Monday, November 30, 1998


Isle meeting to explore
crime against tourists

By Russ Lynch
Star-Bulletin

Tapa

Crime against tourists places the biggest segment of Hawaii's economy at risk and reducing it is part of maintaining and improving Hawaii's number one "product," the experience the islands sell to visitors.

The organizers of the second annual Visitor Crime Solutions Conference to be held Thursday at the Sheraton Waikiki Hotel say that is why it is important to do whatever can be done to limit tourists' bad experiences.

More than 200 got together last year in what City Council Chairman Mufi Hannemann calls a "call to action" and this week's conference, open to the public for a $15 fee including lunch, will have expert speakers from other areas to tell how they deal with similar problems.

"It is important that we make ourselves aware of the experiences of other visitor destinations so we can replicate their successes and not their failures," Hannemann said.

One idea that came out of last year's conference, he said, was the proposal for video surveillance cameras in Waikiki and Chinatown.
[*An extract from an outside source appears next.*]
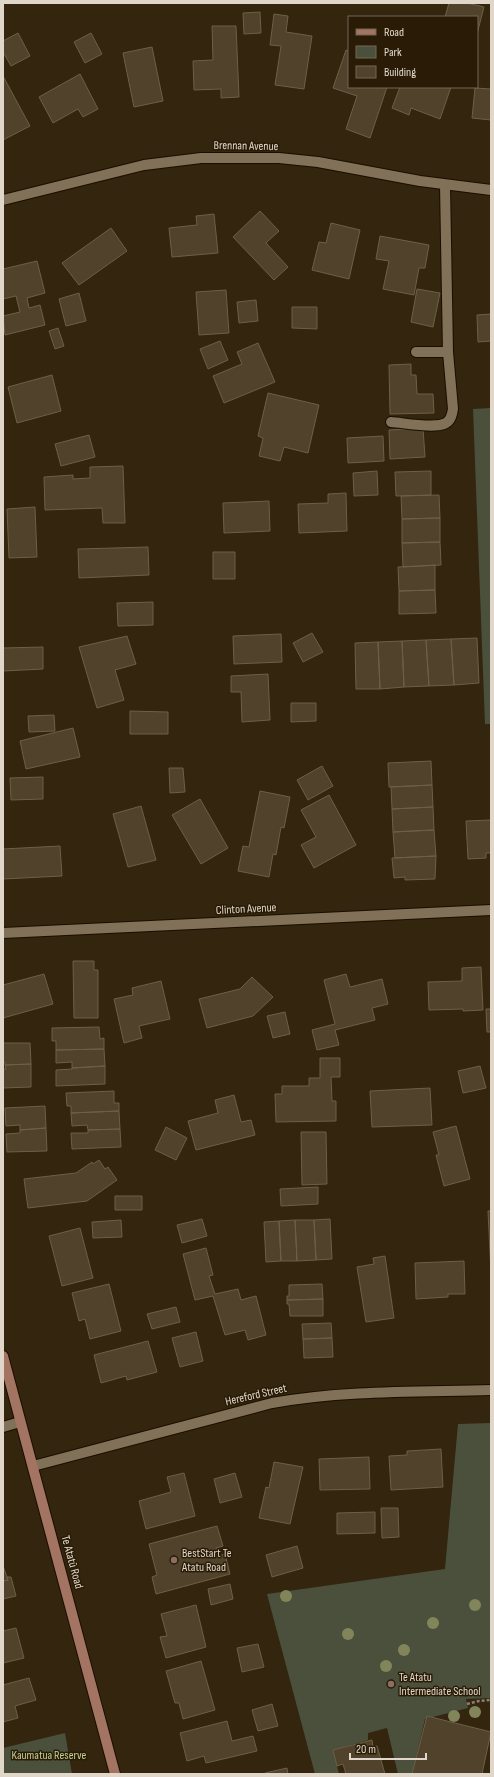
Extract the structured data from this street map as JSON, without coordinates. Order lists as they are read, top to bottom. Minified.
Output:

There also is an ongoing effort to expand the prison system so that those who prey on tourists, such as prostitutes, won't escape custody because there is no place to hold them, Hannemann said.

One of the speakers this year is Gretchen Dykstra, president of the Times Square Business Improvement District. Dykstra will be in Hawaii to talk to the Waikiki Improvement Association about the Business Improvement District concept -- taxing businesses to provide services that boosts an area's tourism appeal.

But Dykstra will go into more detail at Thursday's meeting, discussing how the busy neighborhood of New York City cut its crime rate.

Don Ahl, director of security at the Las Vegas Convention and Visitors Authority, also will be featured. A panel on government solutions will feature federal and state prosecutors and state and county lawmakers. County mayors will form another panel on county efforts to combat crime.